Hi everyone,
I’m running an Elasticsearch cluster (version 8.17) with the basic license. The cluster has 3 nodes, each on Linux servers with 62 GB RAM and 1 TB disk space. I’ve set up an index for vector search using the following mapping and settings:
Mapping:
{
"mappings": {
"_source": {
"excludes": [
"vector"
]
},
"properties": {
"vector": {
"type": "dense_vector",
"index": true,
"index_options": {
"type": "int8_hnsw"
},
"dims": 256,
"similarity": "cosine"
}
}
},
"settings": {
"index": {
"refresh_interval": "60s",
"number_of_shards": "3",
"number_of_replicas": "2"
}
}
}
I’ve indexed 25 million vectors into this index. After that, I updated the settings as follows:
"merge": {
"policy": {
"max_merged_segment": "20g"
}
},
"store": {
"preload": [
"vex",
"veq"
]
}
When I perform a KNN search for the first time, the request latency is around 2 minutes.
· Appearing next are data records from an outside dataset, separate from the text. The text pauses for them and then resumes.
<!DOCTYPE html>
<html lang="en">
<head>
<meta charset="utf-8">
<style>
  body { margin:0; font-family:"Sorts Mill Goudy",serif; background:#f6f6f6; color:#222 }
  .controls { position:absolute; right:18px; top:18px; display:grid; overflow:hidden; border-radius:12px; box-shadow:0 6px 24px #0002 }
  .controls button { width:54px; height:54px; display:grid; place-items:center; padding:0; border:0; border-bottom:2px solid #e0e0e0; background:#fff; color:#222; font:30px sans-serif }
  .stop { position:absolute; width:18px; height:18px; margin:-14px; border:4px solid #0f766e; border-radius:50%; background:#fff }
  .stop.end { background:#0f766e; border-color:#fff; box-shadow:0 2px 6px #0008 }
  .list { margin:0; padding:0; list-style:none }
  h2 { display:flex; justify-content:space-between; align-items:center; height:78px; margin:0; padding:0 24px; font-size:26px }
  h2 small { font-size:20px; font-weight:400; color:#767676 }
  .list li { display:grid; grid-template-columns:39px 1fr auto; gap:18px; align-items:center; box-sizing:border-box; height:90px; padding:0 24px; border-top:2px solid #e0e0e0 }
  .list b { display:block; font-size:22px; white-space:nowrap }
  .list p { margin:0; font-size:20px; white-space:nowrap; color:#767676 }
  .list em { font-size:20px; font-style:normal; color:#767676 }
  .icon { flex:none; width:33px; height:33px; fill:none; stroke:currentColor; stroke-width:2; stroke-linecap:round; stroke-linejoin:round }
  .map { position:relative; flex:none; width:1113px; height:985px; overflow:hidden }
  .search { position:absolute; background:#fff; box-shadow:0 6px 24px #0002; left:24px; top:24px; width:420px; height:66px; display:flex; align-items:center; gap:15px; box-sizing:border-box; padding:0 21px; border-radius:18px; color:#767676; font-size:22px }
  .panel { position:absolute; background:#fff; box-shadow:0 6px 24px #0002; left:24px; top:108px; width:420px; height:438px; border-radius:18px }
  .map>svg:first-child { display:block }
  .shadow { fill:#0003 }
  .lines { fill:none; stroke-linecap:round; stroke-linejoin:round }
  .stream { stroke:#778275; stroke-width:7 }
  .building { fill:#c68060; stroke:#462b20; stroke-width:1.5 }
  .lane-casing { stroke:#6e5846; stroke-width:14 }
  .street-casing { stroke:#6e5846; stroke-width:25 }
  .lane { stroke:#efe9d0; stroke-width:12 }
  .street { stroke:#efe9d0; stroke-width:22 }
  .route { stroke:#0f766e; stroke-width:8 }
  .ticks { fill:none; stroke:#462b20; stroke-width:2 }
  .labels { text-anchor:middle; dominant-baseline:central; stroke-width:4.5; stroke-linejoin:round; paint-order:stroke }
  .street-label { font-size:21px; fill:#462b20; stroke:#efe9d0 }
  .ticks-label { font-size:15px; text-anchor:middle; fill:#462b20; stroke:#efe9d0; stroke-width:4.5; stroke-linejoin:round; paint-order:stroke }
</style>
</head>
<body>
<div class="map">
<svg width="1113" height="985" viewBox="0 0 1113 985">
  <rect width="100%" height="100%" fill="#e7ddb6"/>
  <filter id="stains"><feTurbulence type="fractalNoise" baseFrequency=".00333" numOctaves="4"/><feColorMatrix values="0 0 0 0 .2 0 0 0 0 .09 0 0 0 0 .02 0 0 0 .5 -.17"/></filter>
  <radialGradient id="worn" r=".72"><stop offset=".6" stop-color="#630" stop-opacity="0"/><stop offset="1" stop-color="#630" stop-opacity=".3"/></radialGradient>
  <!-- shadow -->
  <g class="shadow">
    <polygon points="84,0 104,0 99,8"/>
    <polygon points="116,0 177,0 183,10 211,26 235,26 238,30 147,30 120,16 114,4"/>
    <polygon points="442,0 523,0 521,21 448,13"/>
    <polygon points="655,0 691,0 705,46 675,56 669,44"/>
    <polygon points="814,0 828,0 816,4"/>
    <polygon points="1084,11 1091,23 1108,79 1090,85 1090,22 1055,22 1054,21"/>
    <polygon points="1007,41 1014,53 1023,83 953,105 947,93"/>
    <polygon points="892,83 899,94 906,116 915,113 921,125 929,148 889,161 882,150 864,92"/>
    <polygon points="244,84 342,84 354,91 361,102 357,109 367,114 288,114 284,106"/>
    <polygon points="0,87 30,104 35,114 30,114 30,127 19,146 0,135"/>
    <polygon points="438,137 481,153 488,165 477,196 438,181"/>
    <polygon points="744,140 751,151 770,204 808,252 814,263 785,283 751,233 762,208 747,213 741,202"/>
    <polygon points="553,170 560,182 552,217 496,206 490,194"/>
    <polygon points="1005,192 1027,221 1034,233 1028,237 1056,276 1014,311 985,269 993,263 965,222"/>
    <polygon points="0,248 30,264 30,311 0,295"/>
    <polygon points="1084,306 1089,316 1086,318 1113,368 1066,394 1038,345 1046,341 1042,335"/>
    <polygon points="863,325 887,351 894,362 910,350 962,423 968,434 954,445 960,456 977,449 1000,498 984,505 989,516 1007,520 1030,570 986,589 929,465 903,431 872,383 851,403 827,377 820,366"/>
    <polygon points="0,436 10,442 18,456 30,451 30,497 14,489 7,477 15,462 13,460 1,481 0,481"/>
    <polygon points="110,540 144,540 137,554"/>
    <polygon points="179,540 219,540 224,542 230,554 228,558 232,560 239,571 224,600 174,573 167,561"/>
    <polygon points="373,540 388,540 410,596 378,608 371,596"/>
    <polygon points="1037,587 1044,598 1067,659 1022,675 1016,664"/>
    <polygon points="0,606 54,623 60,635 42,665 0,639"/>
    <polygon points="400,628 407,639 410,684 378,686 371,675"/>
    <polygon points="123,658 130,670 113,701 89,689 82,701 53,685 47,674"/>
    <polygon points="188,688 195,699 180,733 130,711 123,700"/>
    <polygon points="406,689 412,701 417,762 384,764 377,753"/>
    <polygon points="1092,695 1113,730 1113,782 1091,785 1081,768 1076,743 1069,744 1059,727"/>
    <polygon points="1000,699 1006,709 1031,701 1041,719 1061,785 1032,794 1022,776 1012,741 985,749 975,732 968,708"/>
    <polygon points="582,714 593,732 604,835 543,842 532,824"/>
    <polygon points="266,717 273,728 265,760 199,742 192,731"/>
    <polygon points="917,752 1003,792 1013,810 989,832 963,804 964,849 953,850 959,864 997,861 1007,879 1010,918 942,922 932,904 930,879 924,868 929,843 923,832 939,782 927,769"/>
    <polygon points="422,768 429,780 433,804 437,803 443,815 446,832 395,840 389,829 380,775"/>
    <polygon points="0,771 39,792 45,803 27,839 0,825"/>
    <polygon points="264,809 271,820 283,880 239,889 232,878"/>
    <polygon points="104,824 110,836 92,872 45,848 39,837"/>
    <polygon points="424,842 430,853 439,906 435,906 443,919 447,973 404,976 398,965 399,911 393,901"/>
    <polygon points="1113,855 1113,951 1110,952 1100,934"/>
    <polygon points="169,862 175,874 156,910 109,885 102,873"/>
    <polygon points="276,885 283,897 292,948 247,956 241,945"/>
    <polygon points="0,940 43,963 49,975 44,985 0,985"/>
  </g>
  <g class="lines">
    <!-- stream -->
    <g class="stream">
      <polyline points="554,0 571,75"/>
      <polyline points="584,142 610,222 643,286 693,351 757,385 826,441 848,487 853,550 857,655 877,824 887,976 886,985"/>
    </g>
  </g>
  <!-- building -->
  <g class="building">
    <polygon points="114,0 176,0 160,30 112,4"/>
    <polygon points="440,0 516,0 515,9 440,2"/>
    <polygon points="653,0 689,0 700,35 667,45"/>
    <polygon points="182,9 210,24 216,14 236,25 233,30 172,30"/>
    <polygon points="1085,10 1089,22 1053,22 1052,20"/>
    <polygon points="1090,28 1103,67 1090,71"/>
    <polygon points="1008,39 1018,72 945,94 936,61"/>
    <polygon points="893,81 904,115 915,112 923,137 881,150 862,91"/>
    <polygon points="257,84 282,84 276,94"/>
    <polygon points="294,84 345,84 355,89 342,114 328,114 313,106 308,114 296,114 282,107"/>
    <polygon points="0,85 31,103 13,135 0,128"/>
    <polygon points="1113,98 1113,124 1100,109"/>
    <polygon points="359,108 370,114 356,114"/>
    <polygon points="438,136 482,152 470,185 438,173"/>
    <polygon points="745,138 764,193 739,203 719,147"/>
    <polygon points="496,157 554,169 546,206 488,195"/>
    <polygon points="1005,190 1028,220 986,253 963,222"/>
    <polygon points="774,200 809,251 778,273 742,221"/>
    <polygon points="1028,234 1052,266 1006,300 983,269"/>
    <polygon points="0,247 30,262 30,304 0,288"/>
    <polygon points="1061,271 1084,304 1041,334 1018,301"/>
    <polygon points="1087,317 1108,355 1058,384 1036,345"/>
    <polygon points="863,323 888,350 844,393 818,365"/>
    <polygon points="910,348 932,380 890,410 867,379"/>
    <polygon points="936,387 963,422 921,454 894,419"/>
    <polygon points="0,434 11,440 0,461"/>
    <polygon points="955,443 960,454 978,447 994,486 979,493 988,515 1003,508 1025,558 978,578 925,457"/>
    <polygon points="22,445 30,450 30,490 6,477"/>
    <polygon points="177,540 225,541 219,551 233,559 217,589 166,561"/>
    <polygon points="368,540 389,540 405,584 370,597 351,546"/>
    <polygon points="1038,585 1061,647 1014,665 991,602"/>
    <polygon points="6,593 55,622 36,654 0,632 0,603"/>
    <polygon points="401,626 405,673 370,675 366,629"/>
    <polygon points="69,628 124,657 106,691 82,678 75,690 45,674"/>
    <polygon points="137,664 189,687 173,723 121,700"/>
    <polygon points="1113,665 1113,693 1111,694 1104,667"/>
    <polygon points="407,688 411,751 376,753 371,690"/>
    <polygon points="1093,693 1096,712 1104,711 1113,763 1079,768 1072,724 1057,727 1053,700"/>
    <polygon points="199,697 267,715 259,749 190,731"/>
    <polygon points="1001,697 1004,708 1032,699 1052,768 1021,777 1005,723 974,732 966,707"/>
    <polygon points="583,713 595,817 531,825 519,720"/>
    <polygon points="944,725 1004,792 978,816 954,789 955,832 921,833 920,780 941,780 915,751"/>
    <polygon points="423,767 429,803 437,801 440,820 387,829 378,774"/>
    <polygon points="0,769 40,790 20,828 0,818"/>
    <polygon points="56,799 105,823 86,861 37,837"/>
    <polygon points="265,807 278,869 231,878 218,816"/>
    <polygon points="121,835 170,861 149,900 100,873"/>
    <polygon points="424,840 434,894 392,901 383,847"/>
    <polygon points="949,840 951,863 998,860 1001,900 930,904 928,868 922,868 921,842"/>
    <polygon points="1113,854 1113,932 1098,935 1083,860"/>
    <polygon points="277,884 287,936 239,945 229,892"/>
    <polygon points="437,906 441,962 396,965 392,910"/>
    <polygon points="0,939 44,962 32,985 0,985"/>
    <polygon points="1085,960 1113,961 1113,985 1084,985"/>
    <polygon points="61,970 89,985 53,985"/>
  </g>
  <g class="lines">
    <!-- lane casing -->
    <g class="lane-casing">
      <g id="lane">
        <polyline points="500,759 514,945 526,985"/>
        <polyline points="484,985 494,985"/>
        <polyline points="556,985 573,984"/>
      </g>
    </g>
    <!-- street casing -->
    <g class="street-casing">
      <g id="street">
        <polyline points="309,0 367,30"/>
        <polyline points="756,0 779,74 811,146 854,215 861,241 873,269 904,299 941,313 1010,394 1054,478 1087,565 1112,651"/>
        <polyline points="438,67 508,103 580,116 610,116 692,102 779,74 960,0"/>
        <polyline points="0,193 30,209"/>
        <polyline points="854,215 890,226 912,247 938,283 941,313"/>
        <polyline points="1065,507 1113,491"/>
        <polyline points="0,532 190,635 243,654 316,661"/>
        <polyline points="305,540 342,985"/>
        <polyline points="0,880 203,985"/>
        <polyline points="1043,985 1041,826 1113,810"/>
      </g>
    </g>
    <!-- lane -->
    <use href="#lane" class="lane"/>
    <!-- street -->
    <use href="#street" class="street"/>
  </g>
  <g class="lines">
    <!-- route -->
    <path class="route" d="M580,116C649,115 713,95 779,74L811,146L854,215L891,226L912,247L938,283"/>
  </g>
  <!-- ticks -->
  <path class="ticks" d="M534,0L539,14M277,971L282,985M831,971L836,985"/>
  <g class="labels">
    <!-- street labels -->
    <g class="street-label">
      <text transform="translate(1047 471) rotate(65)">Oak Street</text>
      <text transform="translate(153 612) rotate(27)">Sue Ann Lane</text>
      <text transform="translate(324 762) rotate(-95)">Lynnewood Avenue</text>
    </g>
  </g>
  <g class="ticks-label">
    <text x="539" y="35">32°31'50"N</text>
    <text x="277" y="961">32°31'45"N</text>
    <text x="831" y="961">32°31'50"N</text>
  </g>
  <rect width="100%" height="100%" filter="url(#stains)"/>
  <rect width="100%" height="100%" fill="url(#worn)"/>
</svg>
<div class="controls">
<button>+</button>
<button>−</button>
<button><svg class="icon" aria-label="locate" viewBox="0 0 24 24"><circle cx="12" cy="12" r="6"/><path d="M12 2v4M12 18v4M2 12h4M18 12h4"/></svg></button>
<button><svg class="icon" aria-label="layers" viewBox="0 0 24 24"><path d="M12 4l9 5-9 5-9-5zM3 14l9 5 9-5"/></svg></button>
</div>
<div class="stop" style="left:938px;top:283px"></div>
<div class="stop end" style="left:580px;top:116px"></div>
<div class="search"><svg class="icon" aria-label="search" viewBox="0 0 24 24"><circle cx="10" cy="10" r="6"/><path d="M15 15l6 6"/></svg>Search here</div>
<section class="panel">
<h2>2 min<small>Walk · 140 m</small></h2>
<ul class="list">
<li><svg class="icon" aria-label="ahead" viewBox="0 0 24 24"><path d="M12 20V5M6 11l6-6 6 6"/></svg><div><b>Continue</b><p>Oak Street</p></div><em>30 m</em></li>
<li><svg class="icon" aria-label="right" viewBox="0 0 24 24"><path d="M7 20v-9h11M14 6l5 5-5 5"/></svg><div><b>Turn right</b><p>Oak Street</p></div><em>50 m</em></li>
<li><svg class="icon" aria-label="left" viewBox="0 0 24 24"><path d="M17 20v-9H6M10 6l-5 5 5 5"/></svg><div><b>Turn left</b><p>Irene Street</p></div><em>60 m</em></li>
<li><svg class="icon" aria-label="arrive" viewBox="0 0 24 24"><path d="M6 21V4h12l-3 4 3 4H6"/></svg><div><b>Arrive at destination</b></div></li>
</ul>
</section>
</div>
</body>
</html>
Subsequent requests for the same query are reduced to around 10 seconds.
I tested a similar setup (same cluster and data) with Qdrant, and it works fine with much lower latency for the initial queries.
Why is the initial KNN search so slow compared to subsequent searches?
Are there additional optimizations I can apply to improve the latency?